Why are these stories lies? They are lies because (for example) Kruger National Park is carrying (so the Kruger scientists have told us) 34 000 elephants, when the elephant carrying capacity for the whole of Kruger National Park according to my own calculations is 3500 (+/- 500) (i.e. one elephant per five square kilometers). So, in reality, Kruger is carrying some ten times the number of elephants that it should be carrying. How can that be construed as representing elephants facing extinction?

The same argument applies when you consider:
(1) That Zimbabwe’s Hwange National Park is said to be carrying 50 000 elephants when its carrying capacity, in 1960, was calculated to be 2 500. Hwange therefore is, arguably, carrying 20 times too many elephants.
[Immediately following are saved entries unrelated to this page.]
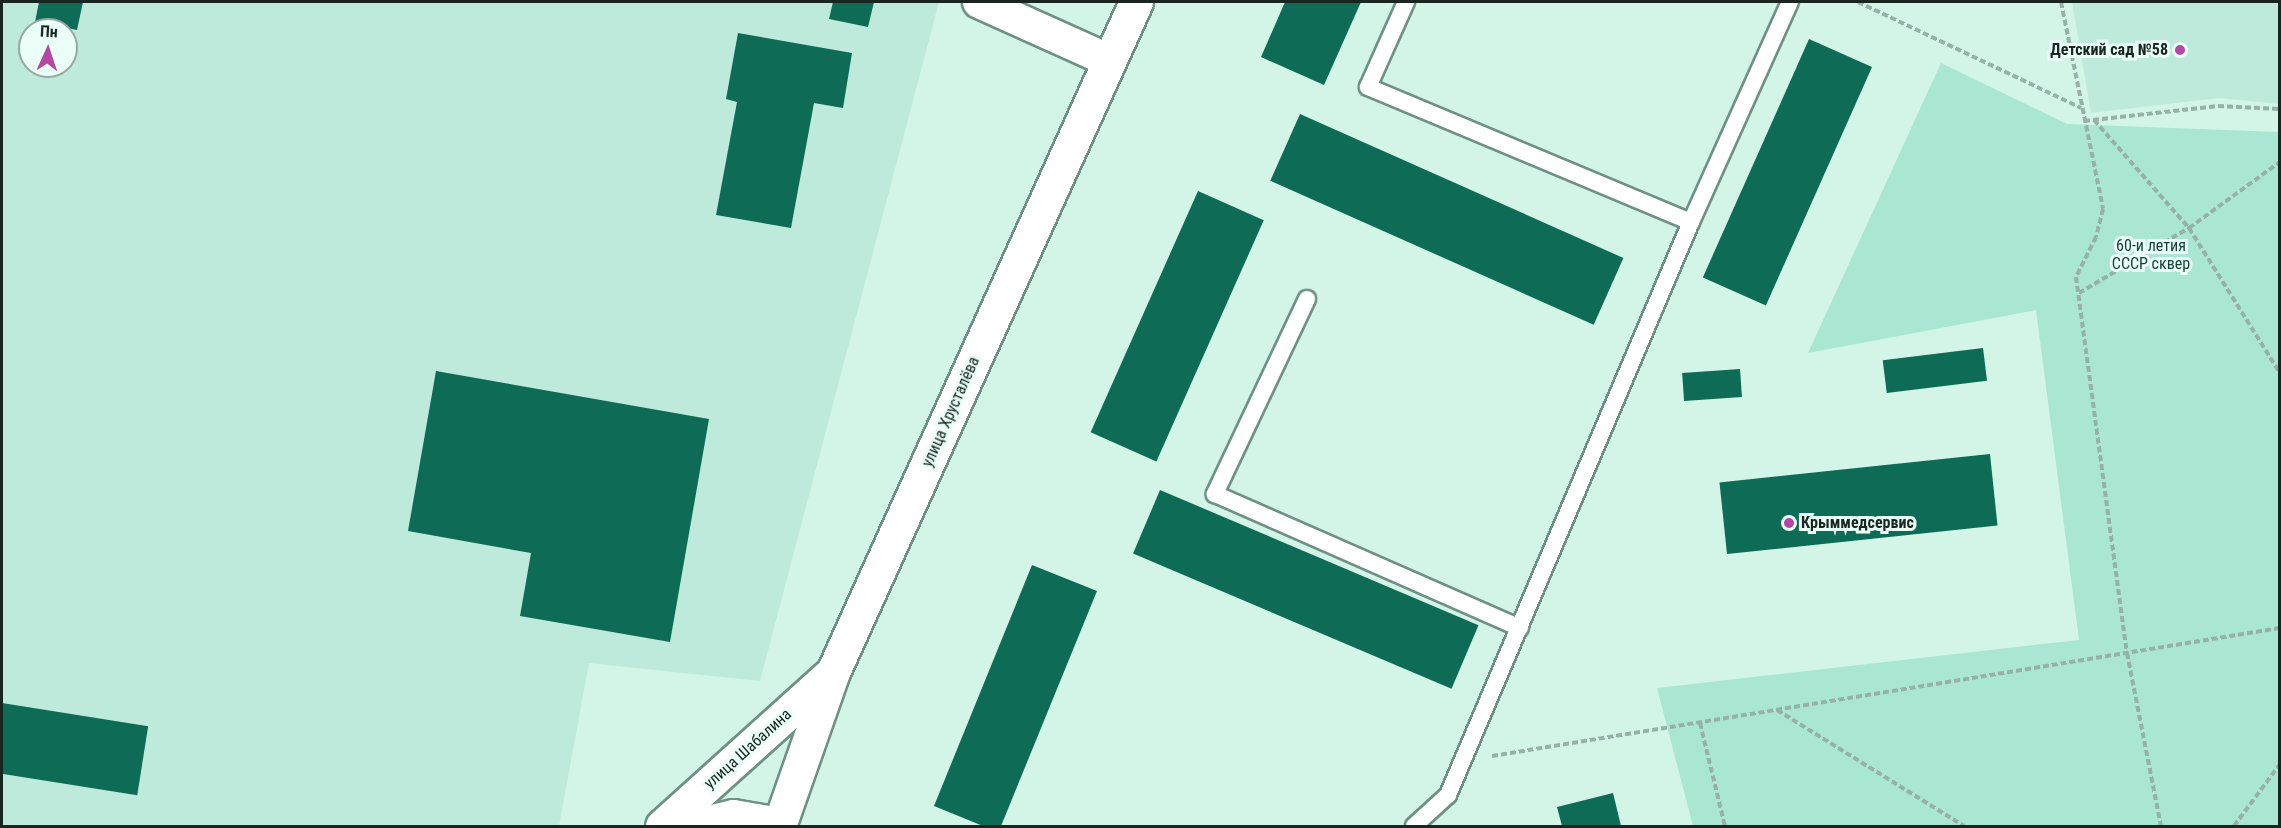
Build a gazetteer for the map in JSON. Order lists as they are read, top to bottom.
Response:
{
  "streets": {
    "main road": ["улица Хрусталёва", "улица Шабалина"]
  },
  "crossings": [
    ["улица Хрусталёва", "улица Шабалина"]
  ],
  "parks": ["60-и летия СССР сквер"],
  "places": ["Детский сад №58", "Крыммедсервис"],
  "north": "top"
}
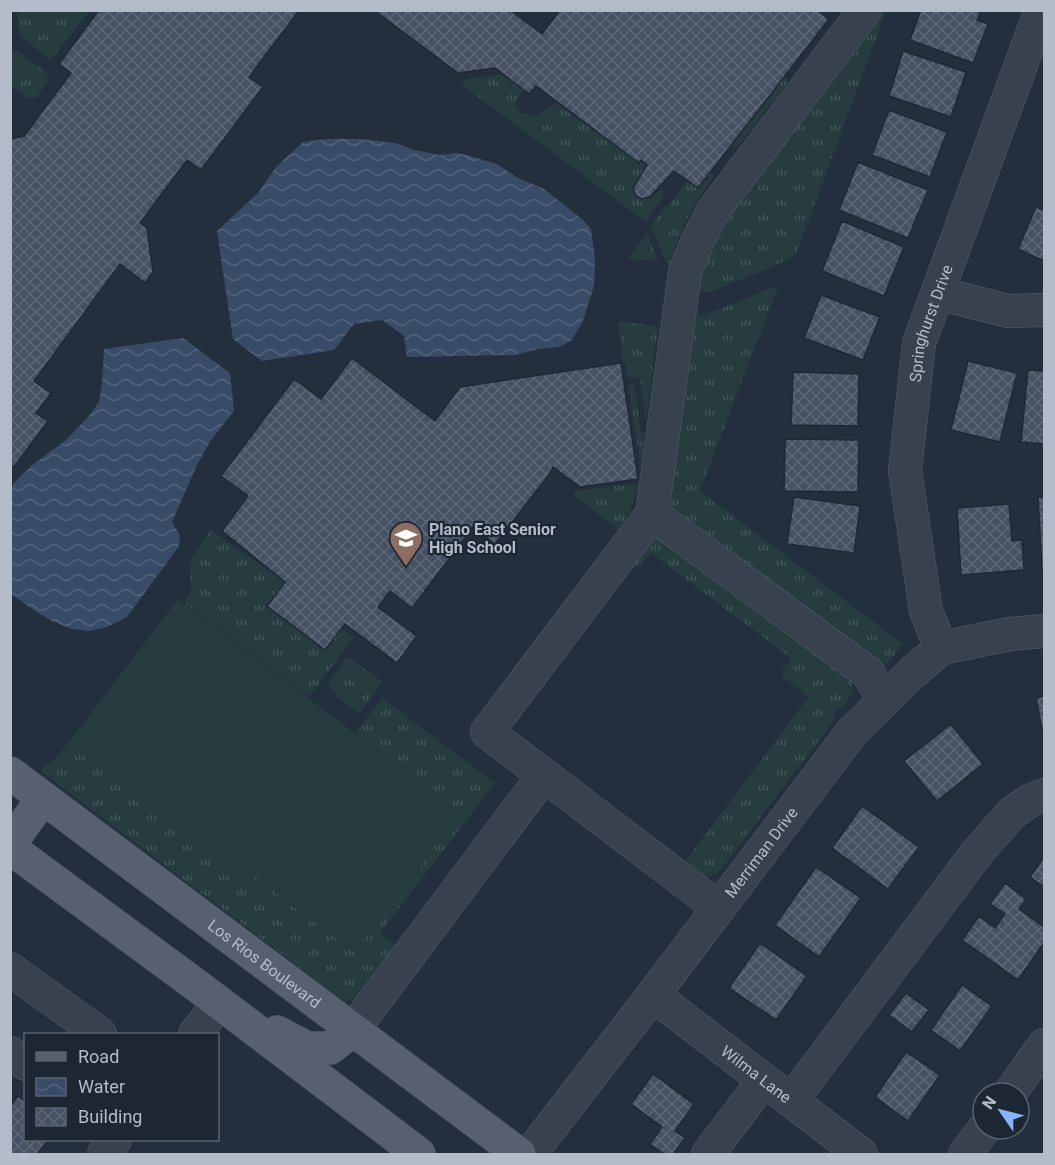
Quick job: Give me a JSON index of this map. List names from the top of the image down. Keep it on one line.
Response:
{"streets":{"main road":["Los Rios Boulevard"],"street":["Springhurst Drive","Merriman Drive","Wilma Lane"]},"crossings":[["Springhurst Drive","Merriman Drive"],["Merriman Drive","Wilma Lane"]],"places":{"school or university":["Plano East Senior High School"]},"legend":["Road","Water","Building"],"north":"top left"}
(2) The same argument applies when the elephant population of Zimbabwe’s tiny Gonarezhou National Park is considered. The Gonarezhou should be carrying no more than 1 000 elephants and it is currently carrying 14 000.
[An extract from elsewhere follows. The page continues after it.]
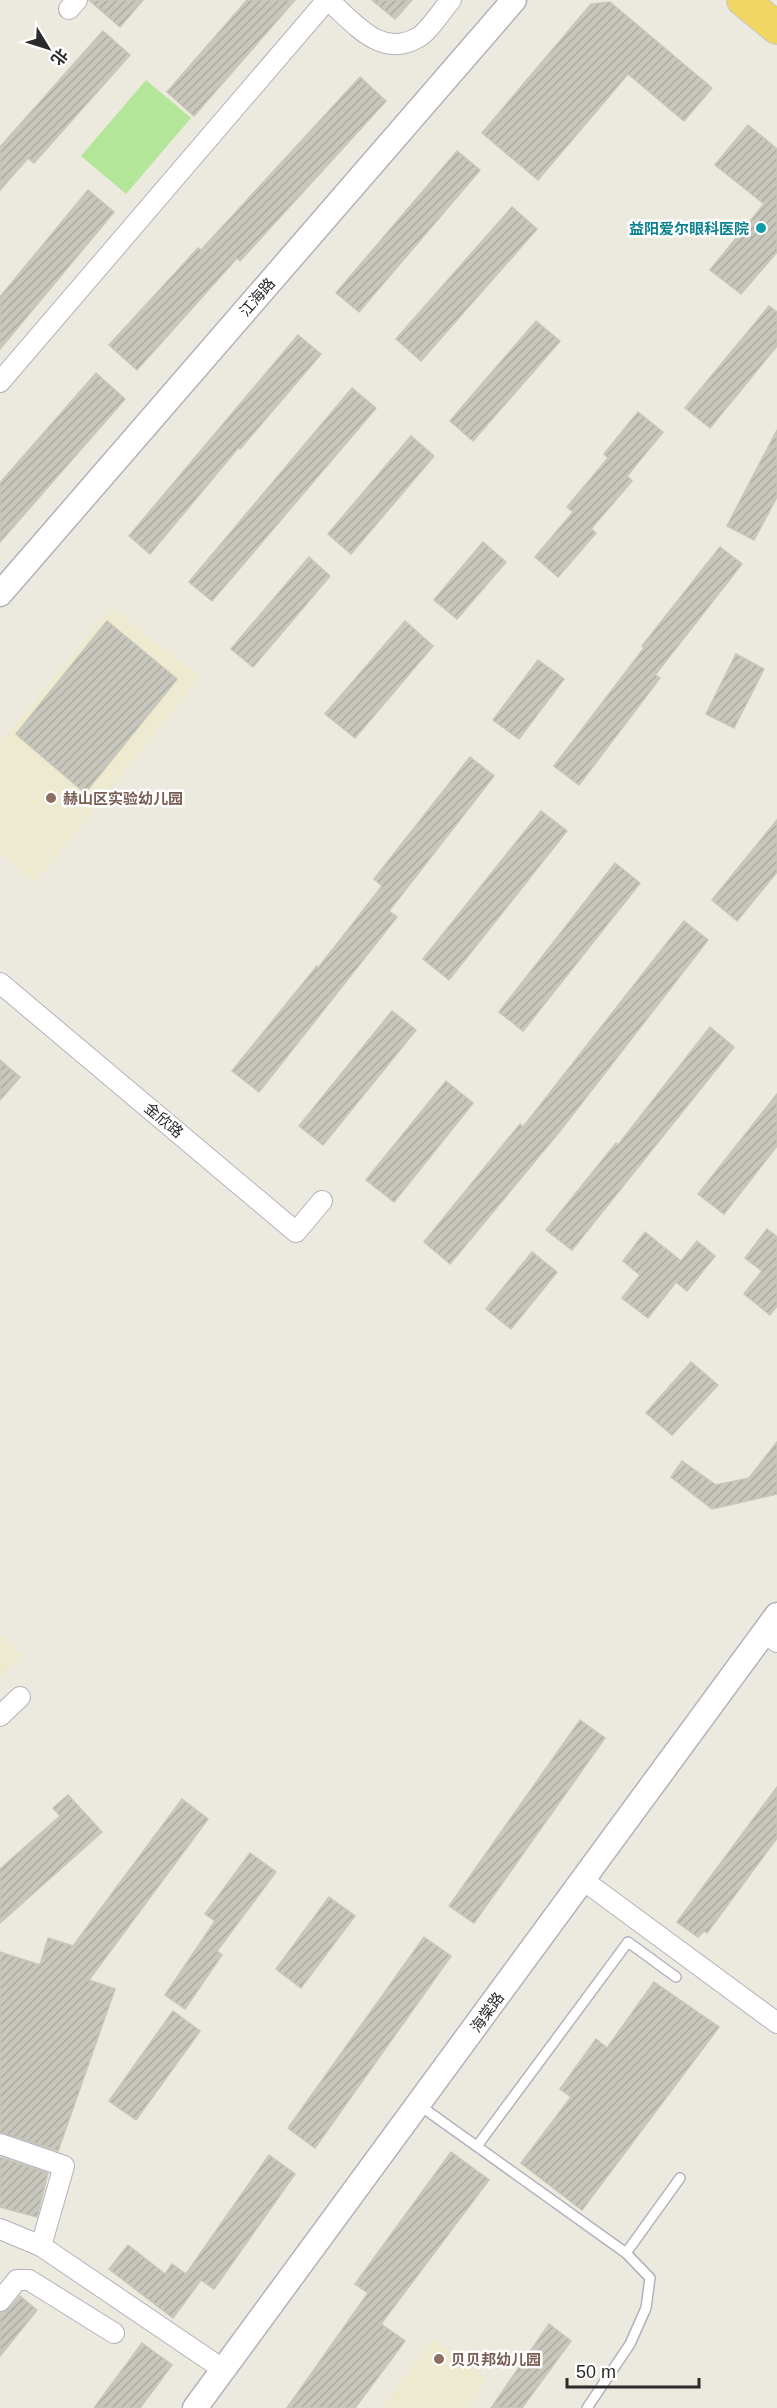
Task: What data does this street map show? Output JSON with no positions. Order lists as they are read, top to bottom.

(3) When I tell you that Botswana’s KAZA-Trans Frontier Conservation Area is carrying somewhere between 220 000 and 250 000 elephants and that those elephants are visibly destroying their own habitat hand-over fist, you might understand my deep concern.
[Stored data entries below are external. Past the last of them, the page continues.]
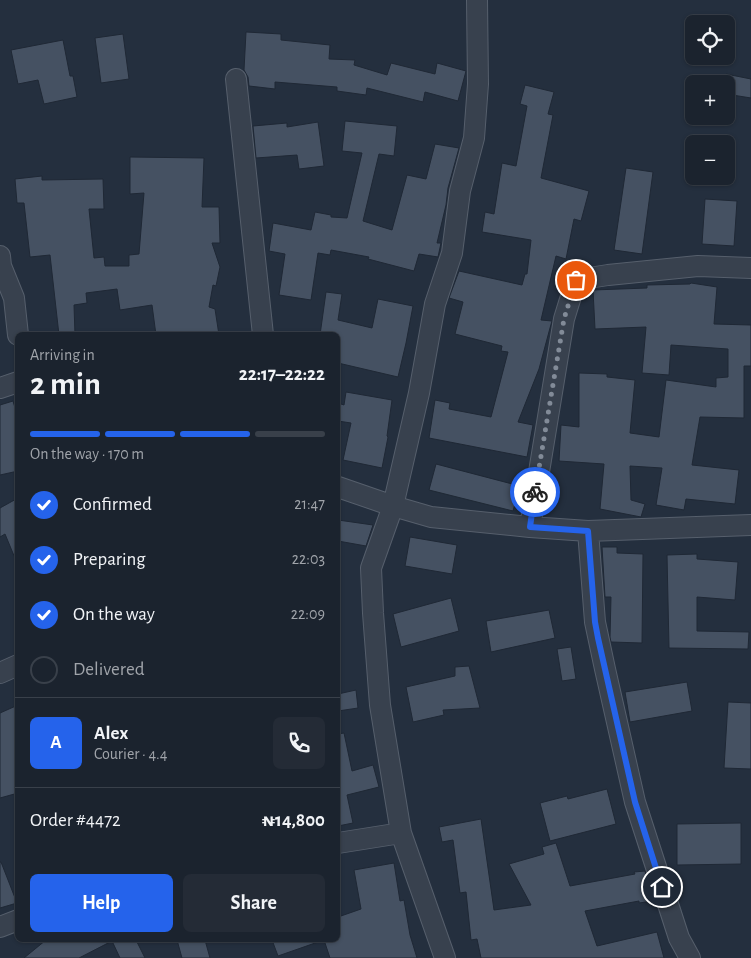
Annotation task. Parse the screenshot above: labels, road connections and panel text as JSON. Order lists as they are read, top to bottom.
{
  "page": {
    "map_buttons": ["+", "−"],
    "heading": ["2 min", "Arriving in", "22:17–22:22"],
    "panel": [
      "Alex",
      "Courier · 4.4",
      "Order #4472",
      "₦14,800"
    ],
    "bar": "On the way · 170 m",
    "list": [
      ["Confirmed", "21:47"],
      ["Preparing", "22:03"],
      ["On the way", "22:09"],
      "Delivered"
    ],
    "round": "A",
    "buttons": ["Help", "Share"]
  }
}
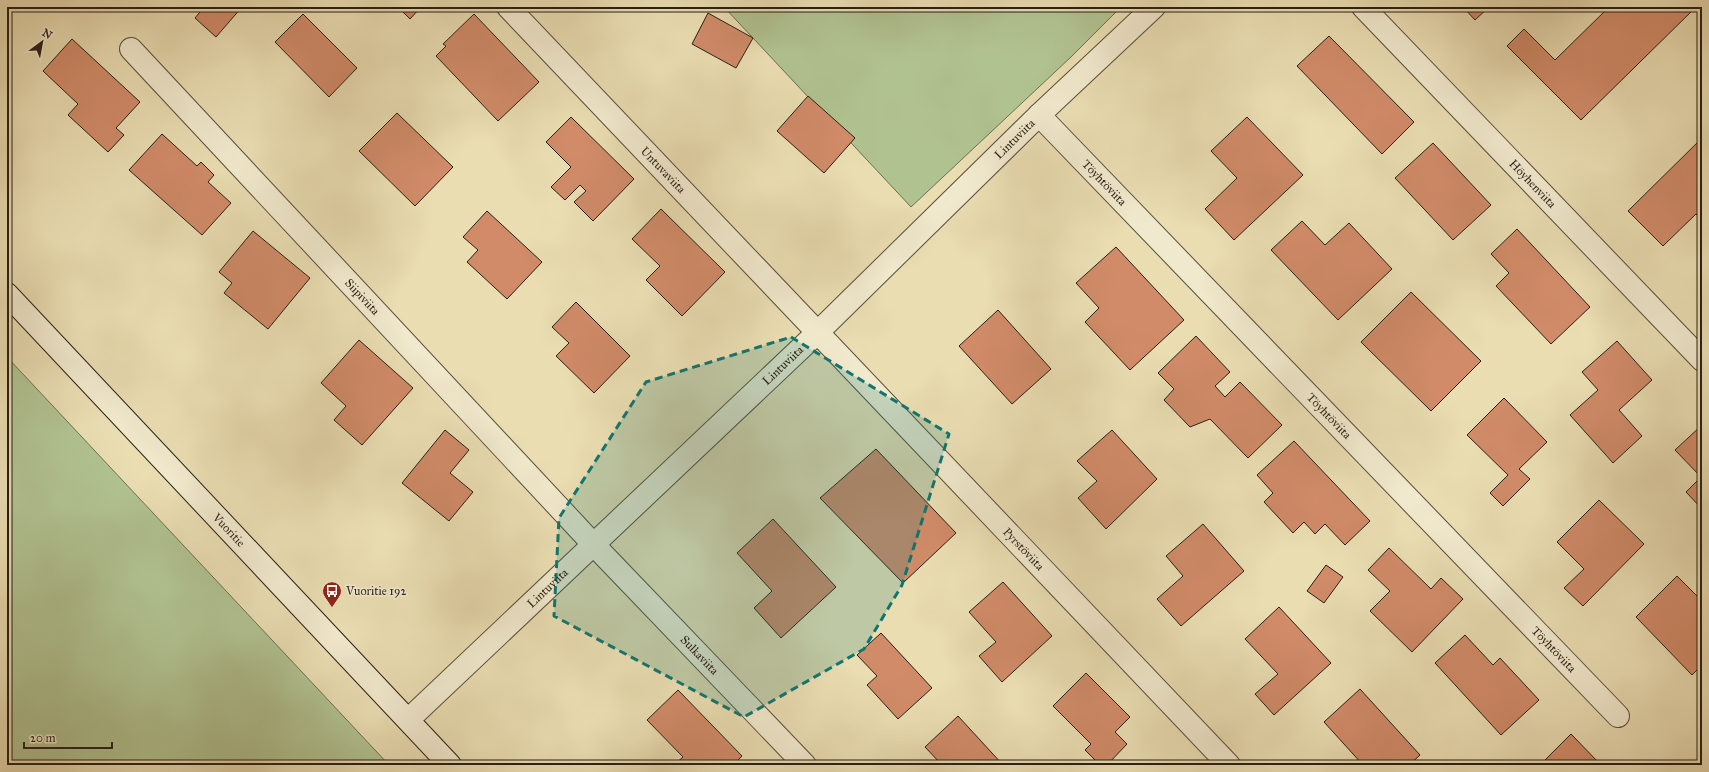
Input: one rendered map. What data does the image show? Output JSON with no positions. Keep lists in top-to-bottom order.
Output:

Note: I have not stated an elephant carrying capacity for the KAZA-TFCA which is because I don’t know what it is (although I suspect it to be roughly the same as applies to Hwange – one elephant per five square kilometers).

Note: Hwange is part of the KAZA-TFCA. But when I tell you that practically every big tree species (edible to elephants) in the KAZA-TFCA has already been rendered virtually extinct; that 50 years ago those very same trees were the favourite elephant food species; and that practically all those trees that are still alive in the KAZA-TFCA, today, are not palatable to elephants – those facts should start to get everybody worried. And this scenario is clearly not one that supports the animal rightists’ alarmist statement that Africa’s elephants are facing extinction.

The truth of this matter is this: When someone tells a lie, and then solicits funds and accepts donations on the basis of that lie, from the very people he has told that lie to, such an action is called “fraud”. And, according to the American RICO Act (Racketeering Influenced Criminal Organisations Act), when that same fraud is perpetrated twice inside a period of ten years, the fraud is legally reconstituted into being a “racket”. And, (according to the RICO Act), racketeering is organized crime. Ipso facto, the animal rights movement is organised crime.

Whenever our government, our government departments and/or our government officials, allow the animal rights movement to operate within our society with impunity (as is the case today), therefore, we are actually aiding and abetting organized criminal operations within South African society.

Animal Rights-ism is not the same thing as Animal Welfare-ism! They are as similar to each other as is chalk is to cheese!